In 1920 Cyriax first described the relationship between muscle weakness (detected with MMT) and headaches.21 In 2008 an important literature review on neck muscle strength by Dvir confirmed that "overall studies indicate that, compared to normal subjects, patients suffering from neck-related disorders present with significant reductions in cervical muscle strength."16-28
     
In 1991 Lund et al.28 described the pain adaptation model, reviewing the muscular changes in five chronic musculoskeletal pain conditions (muscle tension headache, TMJ dysfunction, fibromyalgia, chronic lower back pain, and post-exercise muscle soreness). Lund determined that these types of musculoskeletal pain disorders are not due to the older model of pain-spasm-pain cycle; instead, these conditions are mediated by the CNS as inhibition of the agonists and hypertonicity of the antagonists.
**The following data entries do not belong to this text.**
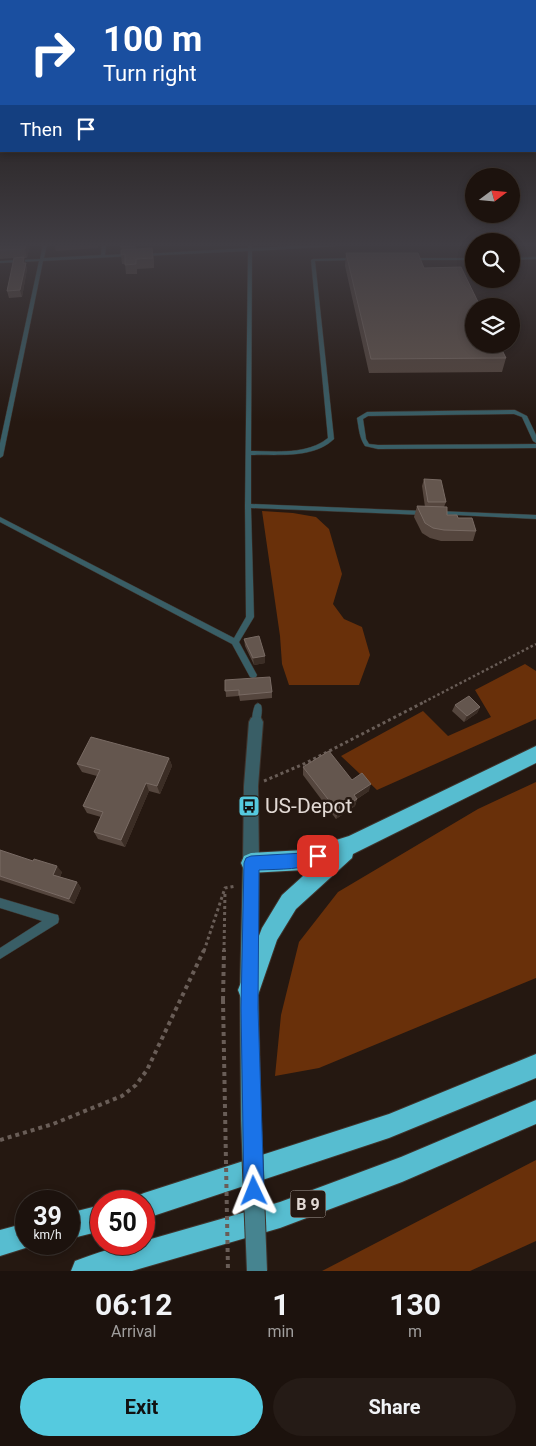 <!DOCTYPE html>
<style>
:root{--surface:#1c120d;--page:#251b16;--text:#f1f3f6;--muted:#a09e9d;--line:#3a322e;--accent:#55cadf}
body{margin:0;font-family:Roboto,sans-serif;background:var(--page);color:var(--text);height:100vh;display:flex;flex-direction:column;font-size:19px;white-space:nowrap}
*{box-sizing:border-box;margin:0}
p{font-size:16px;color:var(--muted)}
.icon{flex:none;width:28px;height:28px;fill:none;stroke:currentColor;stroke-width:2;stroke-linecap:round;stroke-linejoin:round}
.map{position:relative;height:1271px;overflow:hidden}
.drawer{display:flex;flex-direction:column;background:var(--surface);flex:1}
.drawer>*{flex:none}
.hud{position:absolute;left:0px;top:0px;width:536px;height:152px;box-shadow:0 2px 8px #0003,0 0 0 1px var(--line);background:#1a4fa0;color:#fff;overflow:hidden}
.needle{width:32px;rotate:74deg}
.controls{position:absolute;left:465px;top:168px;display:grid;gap:10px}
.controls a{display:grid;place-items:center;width:55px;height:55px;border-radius:50%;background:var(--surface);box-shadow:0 2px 8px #0003,0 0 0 1px var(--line);font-size:25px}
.speed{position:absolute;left:15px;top:1190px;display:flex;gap:10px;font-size:25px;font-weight:700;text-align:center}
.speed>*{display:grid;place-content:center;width:65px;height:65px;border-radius:50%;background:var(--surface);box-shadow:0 2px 8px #0003,0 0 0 1px var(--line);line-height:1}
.speed small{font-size:12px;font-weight:400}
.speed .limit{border:8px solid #d22;background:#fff;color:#111}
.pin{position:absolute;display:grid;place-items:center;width:42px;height:42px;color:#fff;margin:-21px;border-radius:10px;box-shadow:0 2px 8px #0006}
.me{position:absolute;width:55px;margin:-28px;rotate:358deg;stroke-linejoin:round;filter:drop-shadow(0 0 4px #0008)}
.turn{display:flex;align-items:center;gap:18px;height:105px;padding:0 20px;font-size:22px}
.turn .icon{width:65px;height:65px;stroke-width:2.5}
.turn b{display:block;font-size:35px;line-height:42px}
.then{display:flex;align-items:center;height:48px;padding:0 20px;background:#0003;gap:10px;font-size:19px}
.eta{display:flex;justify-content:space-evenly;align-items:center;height:85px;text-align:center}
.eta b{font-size:30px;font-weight:700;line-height:35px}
.button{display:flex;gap:10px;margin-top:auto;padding:10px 20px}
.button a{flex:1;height:58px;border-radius:30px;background:var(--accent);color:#111;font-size:20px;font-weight:700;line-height:58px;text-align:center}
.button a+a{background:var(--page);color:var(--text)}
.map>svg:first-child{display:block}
.green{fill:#69300a}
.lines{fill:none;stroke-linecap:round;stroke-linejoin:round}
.lane-casing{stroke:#3f332c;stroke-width:1}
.street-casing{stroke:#3f332c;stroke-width:2}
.secondary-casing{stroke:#3f332c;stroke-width:2}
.highway-casing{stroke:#3f332c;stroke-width:2}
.path-far2{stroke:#695d57;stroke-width:2.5;stroke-dasharray:2.5 2.5;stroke-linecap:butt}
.path-far1{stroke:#695d57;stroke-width:3;stroke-dasharray:3 3;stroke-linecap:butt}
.path{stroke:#695d57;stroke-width:4;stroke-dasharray:4 4;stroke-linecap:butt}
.lane{fill:#395e66;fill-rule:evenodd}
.street{fill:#395e66;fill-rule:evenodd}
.secondary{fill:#468490;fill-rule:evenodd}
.highway{fill:#57bdd0;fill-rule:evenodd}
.secondary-bridge-casing{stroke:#3f332c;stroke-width:22;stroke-linecap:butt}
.path-bridge{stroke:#695d57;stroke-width:4;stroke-dasharray:4 4;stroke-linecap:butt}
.secondary-bridge{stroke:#468490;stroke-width:20}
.wall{fill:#55463e}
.shaded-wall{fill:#3b2d25}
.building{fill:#64564e;stroke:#786a63}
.route{fill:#1a73e8;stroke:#114b97}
.labels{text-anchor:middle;stroke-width:5;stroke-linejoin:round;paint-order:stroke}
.shield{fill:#251811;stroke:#a99f9a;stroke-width:1}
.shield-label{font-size:16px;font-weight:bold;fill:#e2d9d4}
.near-poi-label{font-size:21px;fill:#e2d9d4;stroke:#251811;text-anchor:start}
</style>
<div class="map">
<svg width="536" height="1271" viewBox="0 0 536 1271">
<rect width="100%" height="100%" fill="#251811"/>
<path class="green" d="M262 511 293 513 316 517 329 529 342 574 333 604 344 619 362 627 370 655 359 685H289L282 664 280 636Z
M525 664 536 671V719L377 790 341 756 423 711 448 736 491 717 475 690Z
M536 782V978L319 1068 275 1076 281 1015 299 942 338 892 478 809Z
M536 1160V1241L470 1271H322Z"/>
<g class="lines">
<g class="lane-casing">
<path id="lane" d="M43 244H47L44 258 101 255 102 244H106L105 255 131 254 133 255 131 256 43 261 3 456 0 458V443L39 261 0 263V261L40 259Z
M248 244H252V248L332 244H357L355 245 252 251 251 451C277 451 307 455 328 438L311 260 313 259 354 258 356 259 354 260 315 261 334 439C313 459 278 454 251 455V504L424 511 427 513 424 515 251 508 254 617 239 642 257 675 256 677 253 678 250 677 232 644 0 522V517L234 638 246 617 245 506 248 251 143 256 141 255 143 254 248 248Z
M536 257V259L511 260V258Z
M411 258H474V260H410L409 259Z
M515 410 527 416 536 435V443L533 441 522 417 514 414 368 416 363 419 366 439 369 444 378 445 536 444V448L378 449 365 446C359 437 359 429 357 418L367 412Z
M438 511 536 515V519L436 514 435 513Z
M258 703 261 705C263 710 261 719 259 725L256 726 253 725C251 719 253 710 255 705Z
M0 898 54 914 58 915 59 919 58 923 0 959V948L42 921 0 908Z"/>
</g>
<g class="street-casing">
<path id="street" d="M256 716 261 718 263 722 258 786 259 863 257 869 251 871 245 869 243 863 244 786 249 722 251 718Z"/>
</g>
<g class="secondary-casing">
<path id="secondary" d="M251 855 257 857 259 863 258 990 261 1120 258 1127 251 1130 244 1127 241 1120 240 990 243 863 245 857Z"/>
</g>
<g class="highway-casing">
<path id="highway" d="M536 746V763L353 854 352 858 296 909 277 940 257 998 249 1001 241 998 238 990 262 928 282 895 313 867 304 870 251 873 244 870 241 863 244 856 251 853 304 850 349 836Z
M536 1054V1078L389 1138 144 1219V1201H133L135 1197 144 1193 389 1114Z
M536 1100V1124L402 1182 280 1228 132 1271H71L75 1261C96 1253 122 1244 144 1244V1241L280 1202 401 1157Z
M101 1205V1231L69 1239V1213Z
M26 1223V1244H36L35 1245 0 1256V1230Z"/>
</g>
<path class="path-far2" d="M424 702 536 644"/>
<path class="path-far1" d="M264 781 306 763 426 701
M204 951 225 888 236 886
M224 951 225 892"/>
<path class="path" d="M223 1000 224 950
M0 1140 53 1124 122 1096 136 1085 147 1070 204 950"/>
<use href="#lane" class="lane"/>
<use href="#street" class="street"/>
<use href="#secondary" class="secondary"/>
<use href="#highway" class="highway"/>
<g class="secondary-bridge-casing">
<path id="secondary-bridge" d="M251 1120 257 1271"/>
</g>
<path class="path-bridge" d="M223 1000 228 1271"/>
<use href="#secondary-bridge" class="secondary-bridge"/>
</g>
<path class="wall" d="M0 244H30L27 258H24L27 269 22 297 9 298 7 291 14 258 0 259Z
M54 244H98V248L56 251Z
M121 244H136V249L154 258V268L137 269V274H126L125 264H122L121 255 122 250Z
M346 253 424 268 506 358 502 372 369 373 345 266Z
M424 479 446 502 444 507 447 515 458 518 476 531 473 541H441L430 538 422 533 414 517 417 506 425 507 422 486Z
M244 639 265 656V663L254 665 245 646Z
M225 680 272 692V698L240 701 239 696 226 697Z
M455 705 480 707 477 713 464 722 452 711Z
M169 758 172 766 160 794 149 791 125 847 98 839 94 832 101 817 87 813 83 806 97 776 82 772 77 764Z
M303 767 369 791 357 799 355 806 336 819 303 775Z
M0 850 62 872 60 877 77 882 81 888 74 904 0 880Z"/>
<path class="shaded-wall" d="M26 244H30L27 258 25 249Z
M24 257 27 269 22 297 20 290Z
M265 656V663L254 665 253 658Z
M480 707 477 713 464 722 467 716Z
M169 758 172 766 160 794 157 786Z
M146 783 149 791 125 847 121 840Z
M371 784 369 791 352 802 354 795Z
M357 799 355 806 336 819 338 812Z
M57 866 62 872 58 881 53 875Z
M77 882 81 888 74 904 69 899Z"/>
<path class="building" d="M0 244H26L25 249 0 250Z
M121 244H135V246L121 247Z
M152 248 153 258 136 259V264L125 265V254L121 255V250Z
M346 253H418L424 268 461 267 480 306H474V344H499L506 358 371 359Z
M24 257 23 263H26L20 290 7 291 14 258Z
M424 479 441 480 446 502H428Z
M417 506 447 507V515H457L458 518H472L476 531 444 530 433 528 425 523Z
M259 636 265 656 253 658 244 639Z
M270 677 272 692 239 695V690L225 691V680Z
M469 696 480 707 467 716 455 705Z
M91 737 169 758 157 786 146 783 121 840 94 832 103 812 83 806 100 770 77 764Z
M329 751 352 780 362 773 371 784 354 795 357 799 338 812 303 767Z
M0 850 33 861 34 859 57 866 53 875 77 882 69 899 0 876Z"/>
<linearGradient id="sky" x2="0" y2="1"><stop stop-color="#140d09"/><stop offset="0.58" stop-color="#403d43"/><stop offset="1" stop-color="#403d43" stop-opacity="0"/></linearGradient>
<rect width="536" height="422" fill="url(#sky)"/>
<path class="route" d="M318 849 324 851 326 856 324 861C303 870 280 869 259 870L258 1008 264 1191 261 1198 254 1201 247 1198 244 1191 241 1008 244 863 246 858 251 856 304 853Z"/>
<defs>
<g id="bus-square" transform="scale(1.125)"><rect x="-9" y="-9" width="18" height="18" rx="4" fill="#55cadf" stroke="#251811"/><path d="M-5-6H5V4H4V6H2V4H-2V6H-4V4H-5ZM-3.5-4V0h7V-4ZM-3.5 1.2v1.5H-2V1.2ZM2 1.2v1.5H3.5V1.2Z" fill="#111"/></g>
</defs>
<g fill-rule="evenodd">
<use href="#bus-square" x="249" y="806"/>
</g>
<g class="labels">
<rect class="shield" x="290.5" y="1190.5" width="35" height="27" rx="4"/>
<g class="shield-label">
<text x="308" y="1210">B 9</text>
</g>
<g class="near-poi-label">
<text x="265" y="813">US-Depot</text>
</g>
</g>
</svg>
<div class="controls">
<a><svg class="needle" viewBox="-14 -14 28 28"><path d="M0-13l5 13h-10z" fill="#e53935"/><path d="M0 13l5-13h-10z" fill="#a09e9d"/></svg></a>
<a><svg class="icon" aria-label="search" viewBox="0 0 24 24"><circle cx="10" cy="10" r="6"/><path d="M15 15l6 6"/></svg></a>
<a><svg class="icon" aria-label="layers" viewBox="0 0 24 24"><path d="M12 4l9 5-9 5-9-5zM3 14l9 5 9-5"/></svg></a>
</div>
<div class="speed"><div>39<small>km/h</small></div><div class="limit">50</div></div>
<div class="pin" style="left:318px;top:856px;background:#d93025"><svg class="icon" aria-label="arrive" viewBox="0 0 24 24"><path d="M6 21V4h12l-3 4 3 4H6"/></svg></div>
<svg class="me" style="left:254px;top:1191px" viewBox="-20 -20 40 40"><path d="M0-17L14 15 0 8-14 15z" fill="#1a73e8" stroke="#fff" stroke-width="4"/></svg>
<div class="hud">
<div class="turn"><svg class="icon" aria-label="right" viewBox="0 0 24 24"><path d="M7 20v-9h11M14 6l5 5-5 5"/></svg><div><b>100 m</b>Turn right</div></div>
<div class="then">Then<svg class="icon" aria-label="arrive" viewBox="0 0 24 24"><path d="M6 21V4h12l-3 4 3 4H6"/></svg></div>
</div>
</div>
<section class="drawer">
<div class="eta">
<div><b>06:12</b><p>Arrival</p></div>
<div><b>1</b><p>min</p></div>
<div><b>130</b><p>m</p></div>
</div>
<div class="button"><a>Exit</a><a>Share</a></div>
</section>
Deficits in strength, endurance, and increased fatigability have been consistently demonstrated in the muscles that attach to the cranium in patients with whiplash-associated disorders, neck pain; and headache, using many different muscular assessment techniques.
     
It has been hypothesized that the powerful muscles attaching directly to the head and the cranial bones (which move rhythmically and in complex patterns) are capable of being specifically tested and treated.2-3, 12, 43

Manual Assessments in Tension-Type and Cervicogenic Headaches
Visual images of the manual muscle tests for headache and neck dysfunctions are presented below.
     
Falla has reported that both the sternocleidomastoid and anterior scalene muscles' strength were significantly reduced in patients with neck pain at 25% of maximum voluntary contraction (p<0.05).44
     
Recent studies by Nederhand et al have confirmed that cervical muscle dysfunction appears to be a general sign in diverse chronic neck pain syndromes, especially related to whiplash injuries.45-46 These studies suggest that the performance of the upper trapezius muscle is an invaluable diagnostic measurement in the evaluation of patients with chronic neck pain and chronic whiplash-associated disorders.
     
Cervicogenic headaches involve not only altered biomechanics, psychosocial anxieties, as well as significant costs to society, but also measurable motor control errors and local as well as remote muscular dysfunction that are part of the nervous system's response to pain and dysfunction.
     
If we are not capable of diagnosing this fundamental problem in patients with cervicogenic headaches, we are missing a fundamental component of their dysfunction making the treatment of complex neuromusculoskeletal disorders that much more difficult.